FIG. 1 illustrates a networked computing environment in which differentiable neuromodulated plasticity (DNP) may be used, according to an embodiment. In the embodiment shown in FIG. 1, the networked computing environment 100 includes an application provider system 110, an application hosting server 120, and a client device 130, all connected via a network 140. An application is also referred to herein as an app. Although only one client device 130 is shown, in practice many (e.g., thousands or even millions of) client devices may be connected to the network 140 at any given time. In other embodiments, the networked computing environment 100 contains different and/or additional elements. In addition, the functions may be distributed among the elements in a different manner than described. For example, the client device 130 may obtain an application 132 directly from the application provider system 110, rather than from the application hosting server 120.

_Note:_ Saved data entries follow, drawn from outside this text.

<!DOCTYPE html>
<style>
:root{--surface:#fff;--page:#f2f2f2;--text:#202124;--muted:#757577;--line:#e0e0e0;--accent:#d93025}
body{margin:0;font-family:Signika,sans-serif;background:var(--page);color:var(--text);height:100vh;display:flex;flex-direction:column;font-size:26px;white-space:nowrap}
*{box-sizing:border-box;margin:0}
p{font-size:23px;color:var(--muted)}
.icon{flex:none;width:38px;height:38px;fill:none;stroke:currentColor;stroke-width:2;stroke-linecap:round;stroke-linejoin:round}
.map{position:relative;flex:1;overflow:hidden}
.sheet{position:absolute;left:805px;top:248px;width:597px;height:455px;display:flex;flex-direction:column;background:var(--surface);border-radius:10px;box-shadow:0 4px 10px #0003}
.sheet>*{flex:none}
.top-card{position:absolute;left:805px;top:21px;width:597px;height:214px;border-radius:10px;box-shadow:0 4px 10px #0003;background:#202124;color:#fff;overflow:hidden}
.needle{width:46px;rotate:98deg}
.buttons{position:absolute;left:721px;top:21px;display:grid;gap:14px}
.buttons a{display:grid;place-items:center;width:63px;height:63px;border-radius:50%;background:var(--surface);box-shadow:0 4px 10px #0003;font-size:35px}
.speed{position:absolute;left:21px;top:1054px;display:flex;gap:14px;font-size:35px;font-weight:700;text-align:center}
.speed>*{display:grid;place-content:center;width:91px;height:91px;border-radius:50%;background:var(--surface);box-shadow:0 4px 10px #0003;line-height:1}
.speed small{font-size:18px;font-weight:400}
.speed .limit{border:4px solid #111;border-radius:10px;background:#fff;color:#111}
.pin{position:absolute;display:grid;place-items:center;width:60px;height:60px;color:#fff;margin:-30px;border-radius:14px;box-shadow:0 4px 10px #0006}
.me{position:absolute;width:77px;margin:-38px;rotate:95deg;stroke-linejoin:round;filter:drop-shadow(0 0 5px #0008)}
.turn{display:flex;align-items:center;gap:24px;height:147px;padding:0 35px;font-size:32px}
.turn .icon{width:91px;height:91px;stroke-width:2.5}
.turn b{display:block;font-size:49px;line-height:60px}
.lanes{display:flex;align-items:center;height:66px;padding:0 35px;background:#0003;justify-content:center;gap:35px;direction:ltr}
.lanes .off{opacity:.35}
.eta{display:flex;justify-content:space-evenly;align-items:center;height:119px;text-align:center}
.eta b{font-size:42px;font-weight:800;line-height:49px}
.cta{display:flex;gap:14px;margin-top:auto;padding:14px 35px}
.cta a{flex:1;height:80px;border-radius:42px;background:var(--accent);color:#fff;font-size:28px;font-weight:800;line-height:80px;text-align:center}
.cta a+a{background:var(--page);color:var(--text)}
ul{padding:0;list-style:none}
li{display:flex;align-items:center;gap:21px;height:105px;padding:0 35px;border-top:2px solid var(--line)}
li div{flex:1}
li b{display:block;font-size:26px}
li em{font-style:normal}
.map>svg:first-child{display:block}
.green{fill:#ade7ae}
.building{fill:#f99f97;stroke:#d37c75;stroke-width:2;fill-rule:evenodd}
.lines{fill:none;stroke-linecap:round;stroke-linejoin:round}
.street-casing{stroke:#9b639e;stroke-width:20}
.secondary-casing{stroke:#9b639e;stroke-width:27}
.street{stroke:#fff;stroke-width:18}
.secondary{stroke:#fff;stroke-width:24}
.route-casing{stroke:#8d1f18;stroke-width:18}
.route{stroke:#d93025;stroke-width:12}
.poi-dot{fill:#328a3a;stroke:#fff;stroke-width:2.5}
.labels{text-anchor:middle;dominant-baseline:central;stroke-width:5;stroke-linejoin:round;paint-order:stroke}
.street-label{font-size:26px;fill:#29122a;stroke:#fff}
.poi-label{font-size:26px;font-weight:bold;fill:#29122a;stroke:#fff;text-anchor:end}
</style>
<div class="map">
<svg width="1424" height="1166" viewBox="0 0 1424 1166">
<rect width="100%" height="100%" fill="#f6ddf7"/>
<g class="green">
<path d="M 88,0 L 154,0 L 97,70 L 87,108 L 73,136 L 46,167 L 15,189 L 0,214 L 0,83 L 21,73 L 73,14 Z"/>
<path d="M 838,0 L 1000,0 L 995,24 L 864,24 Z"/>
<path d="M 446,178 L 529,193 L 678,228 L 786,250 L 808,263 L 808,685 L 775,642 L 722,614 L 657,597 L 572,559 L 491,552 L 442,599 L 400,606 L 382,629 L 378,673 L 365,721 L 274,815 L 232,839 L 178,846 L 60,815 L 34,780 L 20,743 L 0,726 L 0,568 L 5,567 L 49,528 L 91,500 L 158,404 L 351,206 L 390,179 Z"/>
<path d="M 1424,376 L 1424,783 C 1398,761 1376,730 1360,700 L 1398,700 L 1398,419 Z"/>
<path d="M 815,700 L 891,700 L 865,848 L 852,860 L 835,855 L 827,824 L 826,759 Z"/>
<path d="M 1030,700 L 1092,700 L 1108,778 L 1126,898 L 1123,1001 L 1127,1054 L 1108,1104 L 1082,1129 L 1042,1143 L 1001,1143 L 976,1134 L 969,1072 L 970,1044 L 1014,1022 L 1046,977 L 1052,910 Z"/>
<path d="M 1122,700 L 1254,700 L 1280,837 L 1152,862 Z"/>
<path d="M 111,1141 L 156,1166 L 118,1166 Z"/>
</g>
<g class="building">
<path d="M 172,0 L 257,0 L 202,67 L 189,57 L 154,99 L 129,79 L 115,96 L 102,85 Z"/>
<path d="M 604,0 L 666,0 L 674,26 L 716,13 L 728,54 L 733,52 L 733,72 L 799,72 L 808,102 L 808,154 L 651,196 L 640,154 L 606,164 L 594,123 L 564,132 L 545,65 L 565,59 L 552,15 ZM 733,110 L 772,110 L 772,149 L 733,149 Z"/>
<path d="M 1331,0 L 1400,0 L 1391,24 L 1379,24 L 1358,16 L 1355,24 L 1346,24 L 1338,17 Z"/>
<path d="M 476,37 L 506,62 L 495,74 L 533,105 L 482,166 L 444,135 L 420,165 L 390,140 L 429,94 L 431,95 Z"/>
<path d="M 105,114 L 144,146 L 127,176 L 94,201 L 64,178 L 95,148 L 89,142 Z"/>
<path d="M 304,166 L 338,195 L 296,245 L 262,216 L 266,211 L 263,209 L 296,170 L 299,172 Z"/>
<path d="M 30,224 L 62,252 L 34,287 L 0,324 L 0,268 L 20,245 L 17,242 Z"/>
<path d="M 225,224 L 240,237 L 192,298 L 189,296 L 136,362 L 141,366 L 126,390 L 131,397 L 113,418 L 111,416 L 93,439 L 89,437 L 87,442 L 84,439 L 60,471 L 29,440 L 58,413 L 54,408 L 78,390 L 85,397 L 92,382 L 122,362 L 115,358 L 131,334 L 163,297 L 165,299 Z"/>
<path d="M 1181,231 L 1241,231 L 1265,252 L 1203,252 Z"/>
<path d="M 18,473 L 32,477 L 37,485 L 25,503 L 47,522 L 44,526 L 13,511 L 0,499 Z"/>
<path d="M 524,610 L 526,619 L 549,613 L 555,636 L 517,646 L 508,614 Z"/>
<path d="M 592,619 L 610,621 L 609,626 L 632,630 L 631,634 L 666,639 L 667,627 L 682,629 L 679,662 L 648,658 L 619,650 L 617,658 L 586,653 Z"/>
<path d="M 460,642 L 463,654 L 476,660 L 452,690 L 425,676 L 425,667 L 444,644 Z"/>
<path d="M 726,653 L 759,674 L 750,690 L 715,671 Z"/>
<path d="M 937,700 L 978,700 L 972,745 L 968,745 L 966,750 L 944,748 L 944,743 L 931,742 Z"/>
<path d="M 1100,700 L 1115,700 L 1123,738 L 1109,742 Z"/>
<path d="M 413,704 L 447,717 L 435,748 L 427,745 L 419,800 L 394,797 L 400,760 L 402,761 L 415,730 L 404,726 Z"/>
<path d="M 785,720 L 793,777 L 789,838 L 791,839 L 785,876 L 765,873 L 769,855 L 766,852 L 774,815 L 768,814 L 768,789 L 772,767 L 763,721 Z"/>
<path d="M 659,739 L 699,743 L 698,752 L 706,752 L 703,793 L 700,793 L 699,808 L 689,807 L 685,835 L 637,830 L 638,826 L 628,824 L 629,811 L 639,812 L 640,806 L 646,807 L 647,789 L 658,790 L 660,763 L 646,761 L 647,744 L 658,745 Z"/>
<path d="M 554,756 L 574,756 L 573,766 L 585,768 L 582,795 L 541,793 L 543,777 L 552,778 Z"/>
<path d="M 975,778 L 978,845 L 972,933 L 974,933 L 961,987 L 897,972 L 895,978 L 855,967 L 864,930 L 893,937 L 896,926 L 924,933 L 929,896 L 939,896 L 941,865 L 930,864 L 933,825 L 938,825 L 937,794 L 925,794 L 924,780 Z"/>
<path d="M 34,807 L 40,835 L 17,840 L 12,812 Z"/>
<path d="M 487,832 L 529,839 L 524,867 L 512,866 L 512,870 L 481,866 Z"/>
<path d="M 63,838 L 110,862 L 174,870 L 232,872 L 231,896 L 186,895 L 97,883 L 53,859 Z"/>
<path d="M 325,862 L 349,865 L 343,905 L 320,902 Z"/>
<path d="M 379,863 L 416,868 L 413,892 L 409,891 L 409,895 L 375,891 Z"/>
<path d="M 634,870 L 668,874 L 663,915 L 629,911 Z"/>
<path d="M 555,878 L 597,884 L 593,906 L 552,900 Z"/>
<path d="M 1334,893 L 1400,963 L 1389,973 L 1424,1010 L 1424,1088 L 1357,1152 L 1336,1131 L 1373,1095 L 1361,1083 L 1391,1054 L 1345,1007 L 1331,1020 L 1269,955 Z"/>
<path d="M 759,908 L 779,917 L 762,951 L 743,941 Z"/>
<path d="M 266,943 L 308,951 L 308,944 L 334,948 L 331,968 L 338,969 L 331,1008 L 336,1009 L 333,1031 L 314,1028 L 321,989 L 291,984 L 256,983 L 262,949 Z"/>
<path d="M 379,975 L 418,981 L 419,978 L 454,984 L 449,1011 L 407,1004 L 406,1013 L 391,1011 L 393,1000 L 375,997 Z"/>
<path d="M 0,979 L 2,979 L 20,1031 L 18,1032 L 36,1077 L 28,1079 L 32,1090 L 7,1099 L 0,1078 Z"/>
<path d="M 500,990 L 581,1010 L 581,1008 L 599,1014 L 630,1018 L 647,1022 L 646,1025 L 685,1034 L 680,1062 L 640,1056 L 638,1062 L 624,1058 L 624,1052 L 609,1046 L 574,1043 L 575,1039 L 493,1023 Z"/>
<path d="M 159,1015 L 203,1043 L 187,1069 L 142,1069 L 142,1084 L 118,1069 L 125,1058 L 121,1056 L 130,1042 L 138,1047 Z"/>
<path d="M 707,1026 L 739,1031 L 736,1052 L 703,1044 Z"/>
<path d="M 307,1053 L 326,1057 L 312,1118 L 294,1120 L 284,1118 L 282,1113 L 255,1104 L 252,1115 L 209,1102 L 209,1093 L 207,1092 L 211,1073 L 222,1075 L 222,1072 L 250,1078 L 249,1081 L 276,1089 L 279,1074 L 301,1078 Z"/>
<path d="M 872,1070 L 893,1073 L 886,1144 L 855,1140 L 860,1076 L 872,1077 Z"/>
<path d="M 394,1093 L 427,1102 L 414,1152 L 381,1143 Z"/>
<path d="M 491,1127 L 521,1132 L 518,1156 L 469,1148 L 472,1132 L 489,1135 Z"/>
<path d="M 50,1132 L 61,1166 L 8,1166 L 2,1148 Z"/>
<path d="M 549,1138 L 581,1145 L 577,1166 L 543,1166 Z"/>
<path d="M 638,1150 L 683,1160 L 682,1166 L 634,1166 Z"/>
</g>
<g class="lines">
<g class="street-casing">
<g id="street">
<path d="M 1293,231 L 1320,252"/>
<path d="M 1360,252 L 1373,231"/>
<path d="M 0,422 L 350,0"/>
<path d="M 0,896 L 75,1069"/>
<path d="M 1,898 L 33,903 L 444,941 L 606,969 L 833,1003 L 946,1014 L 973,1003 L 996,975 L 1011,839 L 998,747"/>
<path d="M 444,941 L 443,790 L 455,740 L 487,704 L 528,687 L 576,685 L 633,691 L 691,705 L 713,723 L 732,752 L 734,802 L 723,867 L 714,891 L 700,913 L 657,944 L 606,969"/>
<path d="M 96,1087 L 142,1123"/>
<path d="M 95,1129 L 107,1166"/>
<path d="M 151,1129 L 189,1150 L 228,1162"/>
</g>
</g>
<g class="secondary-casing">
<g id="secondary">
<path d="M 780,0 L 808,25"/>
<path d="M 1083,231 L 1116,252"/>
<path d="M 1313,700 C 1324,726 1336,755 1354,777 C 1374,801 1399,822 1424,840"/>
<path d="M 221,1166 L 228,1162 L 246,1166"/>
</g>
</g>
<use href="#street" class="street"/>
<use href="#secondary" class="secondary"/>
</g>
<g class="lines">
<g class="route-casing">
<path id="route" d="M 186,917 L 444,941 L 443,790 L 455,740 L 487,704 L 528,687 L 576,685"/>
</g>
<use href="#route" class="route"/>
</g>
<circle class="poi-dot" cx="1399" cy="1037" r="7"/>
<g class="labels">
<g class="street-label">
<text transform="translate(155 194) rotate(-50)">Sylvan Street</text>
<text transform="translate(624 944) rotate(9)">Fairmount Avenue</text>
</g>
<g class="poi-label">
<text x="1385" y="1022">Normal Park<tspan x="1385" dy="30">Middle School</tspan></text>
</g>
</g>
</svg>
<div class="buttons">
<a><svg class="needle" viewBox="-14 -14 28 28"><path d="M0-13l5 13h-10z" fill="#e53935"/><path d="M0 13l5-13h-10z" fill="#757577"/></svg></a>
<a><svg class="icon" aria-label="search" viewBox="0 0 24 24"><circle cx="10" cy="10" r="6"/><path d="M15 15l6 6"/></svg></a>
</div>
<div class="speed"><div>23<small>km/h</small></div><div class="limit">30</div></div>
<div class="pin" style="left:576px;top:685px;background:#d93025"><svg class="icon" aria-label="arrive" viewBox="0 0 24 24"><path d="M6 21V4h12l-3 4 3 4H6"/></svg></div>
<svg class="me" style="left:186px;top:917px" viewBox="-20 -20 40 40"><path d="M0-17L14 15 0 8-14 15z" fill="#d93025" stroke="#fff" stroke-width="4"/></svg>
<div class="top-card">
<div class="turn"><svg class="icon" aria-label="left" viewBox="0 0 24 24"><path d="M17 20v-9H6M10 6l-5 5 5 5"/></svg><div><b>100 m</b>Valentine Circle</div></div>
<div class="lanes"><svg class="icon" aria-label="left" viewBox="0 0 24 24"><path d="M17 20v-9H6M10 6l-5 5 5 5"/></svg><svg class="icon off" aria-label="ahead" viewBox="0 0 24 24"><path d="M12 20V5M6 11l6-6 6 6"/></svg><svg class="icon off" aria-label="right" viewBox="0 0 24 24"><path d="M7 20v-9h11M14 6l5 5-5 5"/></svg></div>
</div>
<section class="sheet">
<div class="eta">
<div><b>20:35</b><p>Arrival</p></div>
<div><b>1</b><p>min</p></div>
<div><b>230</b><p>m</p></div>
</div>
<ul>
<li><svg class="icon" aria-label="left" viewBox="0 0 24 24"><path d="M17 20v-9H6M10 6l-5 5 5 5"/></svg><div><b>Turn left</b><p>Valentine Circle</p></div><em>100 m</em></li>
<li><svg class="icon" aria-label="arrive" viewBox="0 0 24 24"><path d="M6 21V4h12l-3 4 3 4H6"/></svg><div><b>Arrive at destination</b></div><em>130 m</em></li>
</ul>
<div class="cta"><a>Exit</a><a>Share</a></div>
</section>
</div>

The application provider system 110 is one or more computer systems with which the provider of software develops that software. Although the application provider system 110 is shown as a single entity, connected to the network 140, for convenience, in many cases it will be made up from several software developer's systems (e.g., terminals) which may or may not all be network-connected.

In the embodiment shown in FIG. 1, the application provider system 110 includes a neural network execution module 112, an application packaging module 114, a model storage 117, and training data storage 118. In other embodiments, the application provider system 110 contains different and/or additional elements. In addition, the functions may be distributed among the elements in a different manner than described.

The neural network model execution module 112 trains models using processes and techniques disclosed herein. The neural network model execution module 112 stores the trained models in the model storage 117. The app packaging module 114 takes a trained model and packages it into an app to be provided to client devices 130. Once packaged, the app is made available to client devices 130 (e.g., via the app hosting server 120).

The model storage 117 and training data storage 118 include one or more computer-readable storage-media that are configured to store models, for example, neural networks and training data, respectively. Although they are shown as separate entities in FIG. 1, this functionality may be provided by a single computer-readable storage-medium (e.g., a hard drive).

The app hosting server 120 is one or more computers configured to store apps and make them available to client devices 130. In the embodiment shown in FIG. 1, the app hosting server 120 includes an app provider interface module 122, a user interface module 124, and app storage 126. In other embodiments, the app hosting server 120 contains different and/or additional elements. In addition, the functions may be distributed among the elements in a different manner than described.

The app provider interface module 122 adds the app (along with metadata with some or all of the information provided about the app) to the app storage 126. In some cases, the app provider information module 122 also performs validation actions, such as checking that the app does not exceed a maximum allowable size, scanning the app for malicious code, verifying the identity of the provider, and the like.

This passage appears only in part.